§ **YOUR ASSIGNMENT**
Looking at the entries below, how many lines include the word "block"? Answer with the number alone.

┌──

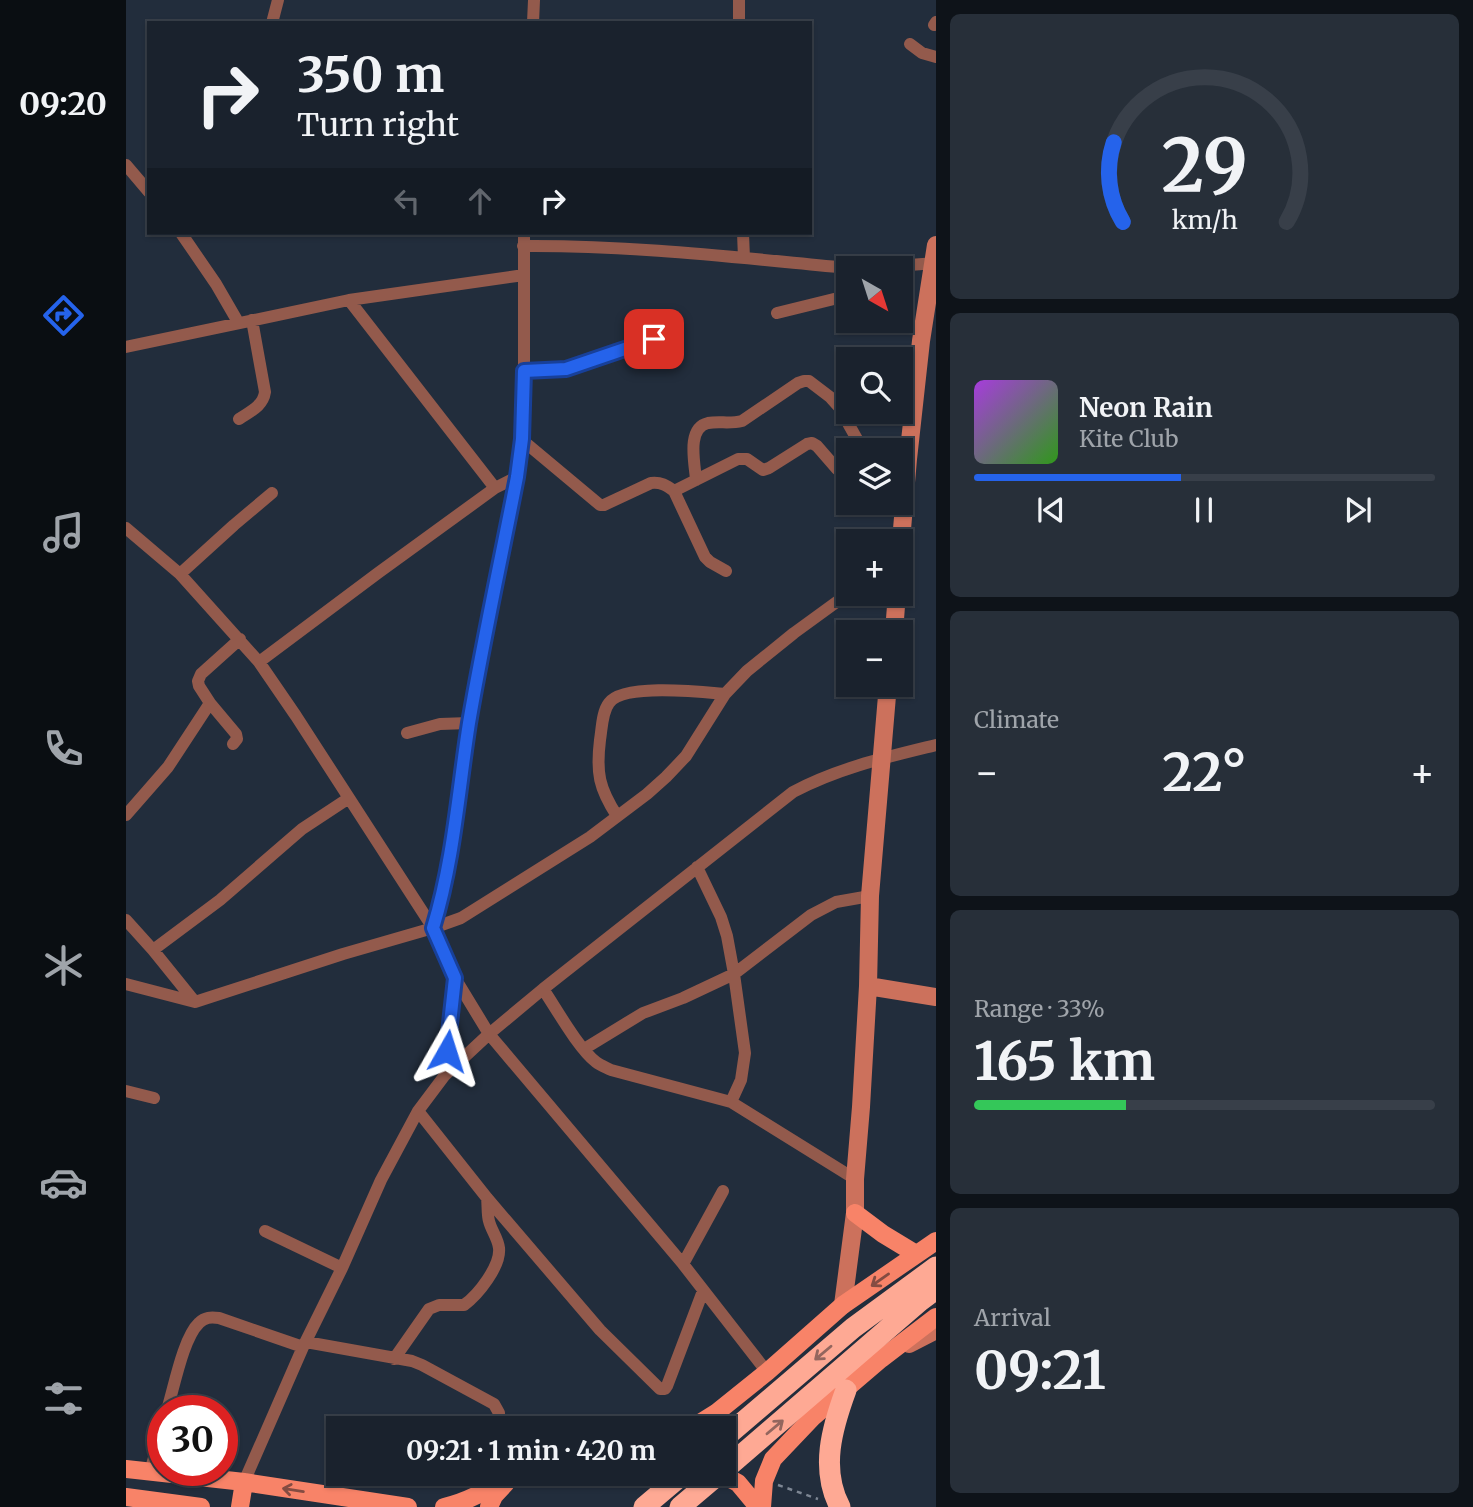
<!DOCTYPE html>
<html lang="en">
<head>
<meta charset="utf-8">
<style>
  body { margin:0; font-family:Merriweather,serif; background:#272f39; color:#f1f3f6; height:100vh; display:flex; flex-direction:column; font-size:26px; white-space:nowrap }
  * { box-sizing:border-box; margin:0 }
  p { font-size:23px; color:#9fa4aa }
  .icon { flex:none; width:38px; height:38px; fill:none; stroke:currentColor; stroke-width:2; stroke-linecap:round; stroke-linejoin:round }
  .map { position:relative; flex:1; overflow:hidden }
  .details { display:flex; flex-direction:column; gap:14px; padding:14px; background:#0e1319; width:537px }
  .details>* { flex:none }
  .banner { position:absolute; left:21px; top:21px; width:665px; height:214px; border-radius:0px; box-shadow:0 2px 5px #0004,0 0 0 2px #383f49; background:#1a222d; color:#f1f3f6; overflow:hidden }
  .needle { width:46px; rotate:141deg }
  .buttons { position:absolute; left:710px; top:256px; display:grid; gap:14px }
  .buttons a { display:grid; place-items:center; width:77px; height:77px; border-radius:0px; background:#1a222d; box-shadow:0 2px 5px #0004,0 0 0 2px #383f49; font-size:35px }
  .speed { position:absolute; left:21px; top:1395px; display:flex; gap:14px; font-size:35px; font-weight:700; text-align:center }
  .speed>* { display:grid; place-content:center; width:91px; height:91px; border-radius:50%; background:#1a222d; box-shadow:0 2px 5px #0004,0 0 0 2px #383f49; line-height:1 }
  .speed .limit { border:10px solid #d22; background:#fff; color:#111 }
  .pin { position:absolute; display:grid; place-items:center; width:60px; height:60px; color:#fff; margin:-30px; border-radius:14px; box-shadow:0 4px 10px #0006 }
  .me { position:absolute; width:77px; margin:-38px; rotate:6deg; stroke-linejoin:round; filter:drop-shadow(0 0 5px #0008) }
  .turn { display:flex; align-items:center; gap:24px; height:147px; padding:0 35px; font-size:32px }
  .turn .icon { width:91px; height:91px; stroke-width:2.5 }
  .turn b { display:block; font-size:49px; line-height:60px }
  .lanes { display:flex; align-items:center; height:66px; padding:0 35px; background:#0003; justify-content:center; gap:35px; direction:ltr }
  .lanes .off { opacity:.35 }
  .big { font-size:52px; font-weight:700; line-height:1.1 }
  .details .widget { flex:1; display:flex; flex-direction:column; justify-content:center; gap:10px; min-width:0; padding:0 24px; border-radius:10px; background:#272f39 }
  .details .dial { align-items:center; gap:0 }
  .dial svg { height:182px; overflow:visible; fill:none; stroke:#383f49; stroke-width:7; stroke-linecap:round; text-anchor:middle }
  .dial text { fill:#f1f3f6; stroke:none }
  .song { display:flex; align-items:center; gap:21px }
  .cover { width:84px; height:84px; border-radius:10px; background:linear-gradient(135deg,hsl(280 70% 55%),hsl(110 70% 35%)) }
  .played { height:7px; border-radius:4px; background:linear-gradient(90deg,#2563eb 45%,#383f49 45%) }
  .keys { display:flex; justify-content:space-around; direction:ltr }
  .heat { display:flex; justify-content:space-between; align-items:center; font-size:38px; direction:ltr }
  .charge { height:10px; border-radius:5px; background:linear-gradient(90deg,#34c759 33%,#383f49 0) }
  .trip { position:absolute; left:200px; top:1416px; width:410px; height:70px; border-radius:0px; background:#1a222d; box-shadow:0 2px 5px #0004,0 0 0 2px #383f49; font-weight:700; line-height:70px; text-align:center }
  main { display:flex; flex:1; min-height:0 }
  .tab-bar { display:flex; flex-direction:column; width:126px; justify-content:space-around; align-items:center; background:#0a0e12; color:#9fa4aa }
  .tab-bar .icon { width:49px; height:49px }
  .tab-bar .current { color:#2563eb }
  .tab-bar b { font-size:32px; color:#f1f3f6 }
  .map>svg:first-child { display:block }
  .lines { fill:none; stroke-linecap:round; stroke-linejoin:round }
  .path { stroke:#7d8693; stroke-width:2.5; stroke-dasharray:5 5; stroke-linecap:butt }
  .street { stroke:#935a4c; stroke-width:12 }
  .secondary { stroke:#cc715c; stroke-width:18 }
  .primary { stroke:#f88368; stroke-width:18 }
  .highway { stroke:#fea994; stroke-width:21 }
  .oneway { stroke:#844c42 }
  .oneway2 { stroke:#93665e }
  .route-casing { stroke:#184099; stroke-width:18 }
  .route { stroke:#2563eb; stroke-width:12 }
</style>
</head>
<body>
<main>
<nav class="tab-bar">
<b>09:20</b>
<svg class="icon current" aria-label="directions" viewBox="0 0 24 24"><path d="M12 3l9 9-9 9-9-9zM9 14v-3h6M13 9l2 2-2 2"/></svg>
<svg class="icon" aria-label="music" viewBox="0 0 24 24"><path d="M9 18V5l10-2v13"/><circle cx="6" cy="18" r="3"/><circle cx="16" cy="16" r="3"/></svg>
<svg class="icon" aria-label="phone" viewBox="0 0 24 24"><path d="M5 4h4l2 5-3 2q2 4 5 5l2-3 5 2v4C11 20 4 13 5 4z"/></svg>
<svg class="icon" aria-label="climate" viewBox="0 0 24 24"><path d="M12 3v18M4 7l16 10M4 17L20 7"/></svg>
<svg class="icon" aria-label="car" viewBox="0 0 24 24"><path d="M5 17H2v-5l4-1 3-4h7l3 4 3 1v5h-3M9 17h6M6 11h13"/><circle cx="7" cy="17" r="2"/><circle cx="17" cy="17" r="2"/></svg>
<svg class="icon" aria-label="filters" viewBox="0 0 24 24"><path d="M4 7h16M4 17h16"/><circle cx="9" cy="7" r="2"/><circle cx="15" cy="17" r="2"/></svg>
</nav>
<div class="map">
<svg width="810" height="1507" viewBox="0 0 810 1507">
  <rect width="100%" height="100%" fill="#222d3c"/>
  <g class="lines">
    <!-- path -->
    <path class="path" d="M652,1485L692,1499"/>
    <!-- street -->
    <path class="street" d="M146,23L152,0
      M407,23L408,0
      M613,23V0
      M808,25L810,22
      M784,44L796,53L810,57
      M0,165L23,192
      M55,233L90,284L112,322
      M617,233L618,258
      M397,246C506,245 615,258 723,268
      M744,268L810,263
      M223,300L369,488
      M651,313L712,298L717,295L723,287
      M0,347L223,300L398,275
      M398,371L440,369L528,339L551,337
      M113,419C125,411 137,406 139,392L126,320
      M395,439L474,505H478L525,483C535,482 540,485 548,491L579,557L584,562L600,571
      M570,480C569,464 560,428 582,423C593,421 604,424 616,421L672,383L678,381H683L704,397L713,407L737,450
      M548,491L612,459H621L637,470L643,468L681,444L686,443L691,446L711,469L715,470L723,465
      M0,528L54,574L133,662L170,716L307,928L329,978L363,1034L557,1264L641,1372
      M54,574L108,525L146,493
      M133,662L252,573L369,488L391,477
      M84,703L110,734L111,739L107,744
      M281,733L314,724L343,723
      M0,815L42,767L84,703L73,686L72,681L75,674L114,639
      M491,816C473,788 470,773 474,740C476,728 476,712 483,703C497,683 576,692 599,694
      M571,867L595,917L601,936L608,974L619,1053L615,1080L605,1102
      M0,920L27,950
      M307,928C328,860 332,793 343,723C357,641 375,559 391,477L395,439L398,371V233
      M0,984L69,1002L217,954L307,928L335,918L464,837L521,794L540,777L560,756L599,694L621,671L668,633L723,593
      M417,989C430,1008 452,1048 470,1062C474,1065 479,1067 485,1070L605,1102L729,1179
      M69,1002L27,950L94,900L176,829L223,798
      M458,1049L517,1013L557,998L608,974L685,915L710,902L744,896
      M319,1075L329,978
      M0,1091L28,1098
      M292,1111L361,1198L474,1330L534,1389H539L541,1386L577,1291
      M139,1231L216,1268
      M557,1264L597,1191
      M180,1342L286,1361L296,1365L368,1404L373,1413L367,1428
      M268,1359L303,1309L313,1305H338C352,1295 375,1266 373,1248C372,1238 365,1230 363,1221C361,1214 362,1206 361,1198
      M41,1410C48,1388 57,1338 73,1323C79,1317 85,1317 93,1318L177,1347
      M24,1472L37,1426
      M340,1476L341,1474
      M118,1482L177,1347L216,1268L255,1180L292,1111L319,1075L363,1034L417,989L667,792C712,768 761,757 810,745"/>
    <!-- secondary -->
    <path class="secondary" d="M775,541L782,459L795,341L810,245
      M768,632L771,593
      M742,986L810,997
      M717,1305L729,1213V1179L735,1107L742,986L744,896L762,684
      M783,1344L810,1330"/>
    <!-- primary -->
    <path class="primary" d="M729,1213L757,1234L790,1254
      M566,1428L590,1413L641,1372L717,1305L810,1241
      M0,1469L118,1482L282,1507
      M595,1474L612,1483L632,1507
      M0,1497L75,1507
      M114,1507L118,1482
      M318,1507C342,1502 365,1488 386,1476
      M363,1507L368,1496L380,1483
      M636,1507L638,1481L647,1459L686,1418L755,1359L810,1317"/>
    <!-- highway -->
    <path class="highway" d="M597,1439L727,1328L810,1267
      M597,1471L794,1301L810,1289
      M518,1507L557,1474
      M554,1507L593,1474
      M714,1507C694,1469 706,1428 720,1390"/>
  </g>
  <!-- one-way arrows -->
  <defs><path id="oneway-shaft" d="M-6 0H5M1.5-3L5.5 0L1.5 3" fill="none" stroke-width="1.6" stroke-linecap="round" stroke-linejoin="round" transform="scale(1.75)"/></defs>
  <g class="oneway">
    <use href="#oneway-shaft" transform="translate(754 1280) rotate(145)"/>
    <use href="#oneway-shaft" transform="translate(167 1490) rotate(-171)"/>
  </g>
  <g class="oneway2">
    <use href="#oneway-shaft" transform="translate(697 1353) rotate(140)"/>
    <use href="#oneway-shaft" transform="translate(649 1427) rotate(-40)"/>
  </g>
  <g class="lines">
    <defs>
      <path id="route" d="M321,1051L329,978L307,928C328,859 332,793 343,723C357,641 375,559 391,477L396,439L398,371L440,369L528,339"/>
    </defs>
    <!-- route casing -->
    <use href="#route" class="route-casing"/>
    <!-- route -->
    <use href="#route" class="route"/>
  </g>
</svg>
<div class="buttons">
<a><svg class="needle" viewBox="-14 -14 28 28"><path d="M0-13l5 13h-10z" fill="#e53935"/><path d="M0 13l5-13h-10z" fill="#9fa4aa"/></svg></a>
<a><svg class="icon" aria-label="search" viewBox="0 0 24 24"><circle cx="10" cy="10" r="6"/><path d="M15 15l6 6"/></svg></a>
<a><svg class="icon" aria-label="layers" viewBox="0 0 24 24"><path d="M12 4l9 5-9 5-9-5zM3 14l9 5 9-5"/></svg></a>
<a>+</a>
<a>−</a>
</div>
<div class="speed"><div class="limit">30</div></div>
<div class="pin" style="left:528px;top:339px;background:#d93025"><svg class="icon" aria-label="arrive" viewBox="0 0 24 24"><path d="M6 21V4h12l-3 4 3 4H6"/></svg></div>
<svg class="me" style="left:321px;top:1051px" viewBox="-20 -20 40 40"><path d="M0-17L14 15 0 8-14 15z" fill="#2563eb" stroke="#fff" stroke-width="4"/></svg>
<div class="trip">09:21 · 1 min · 420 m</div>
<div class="banner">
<div class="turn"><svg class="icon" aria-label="right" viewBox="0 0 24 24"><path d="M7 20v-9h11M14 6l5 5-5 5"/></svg><div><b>350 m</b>Turn right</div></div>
<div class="lanes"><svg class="icon off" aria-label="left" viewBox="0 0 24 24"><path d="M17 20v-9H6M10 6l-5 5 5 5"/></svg><svg class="icon off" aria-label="ahead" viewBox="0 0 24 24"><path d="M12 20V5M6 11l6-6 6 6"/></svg><svg class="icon" aria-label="right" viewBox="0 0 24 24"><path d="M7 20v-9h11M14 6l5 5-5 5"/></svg></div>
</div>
</div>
<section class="details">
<div class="widget dial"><svg viewBox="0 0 100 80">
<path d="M14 69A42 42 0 1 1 86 69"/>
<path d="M14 69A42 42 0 0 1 10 34" stroke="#2563eb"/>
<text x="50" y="56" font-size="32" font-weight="700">29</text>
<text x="50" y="72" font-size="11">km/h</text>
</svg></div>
<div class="widget">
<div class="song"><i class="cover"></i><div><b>Neon Rain</b><p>Kite Club</p></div></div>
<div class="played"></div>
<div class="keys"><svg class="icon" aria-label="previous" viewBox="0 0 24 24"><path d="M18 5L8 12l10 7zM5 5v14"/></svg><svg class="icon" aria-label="pause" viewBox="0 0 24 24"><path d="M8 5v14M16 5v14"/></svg><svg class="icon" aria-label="next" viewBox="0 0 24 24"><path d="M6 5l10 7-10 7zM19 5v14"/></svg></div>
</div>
<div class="widget"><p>Climate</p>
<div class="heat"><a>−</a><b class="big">22°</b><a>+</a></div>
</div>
<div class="widget"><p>Range · 33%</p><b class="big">165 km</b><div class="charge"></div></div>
<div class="widget"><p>Arrival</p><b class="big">09:21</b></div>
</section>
</main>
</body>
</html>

└──

§ **YOUR RESPONSE**
2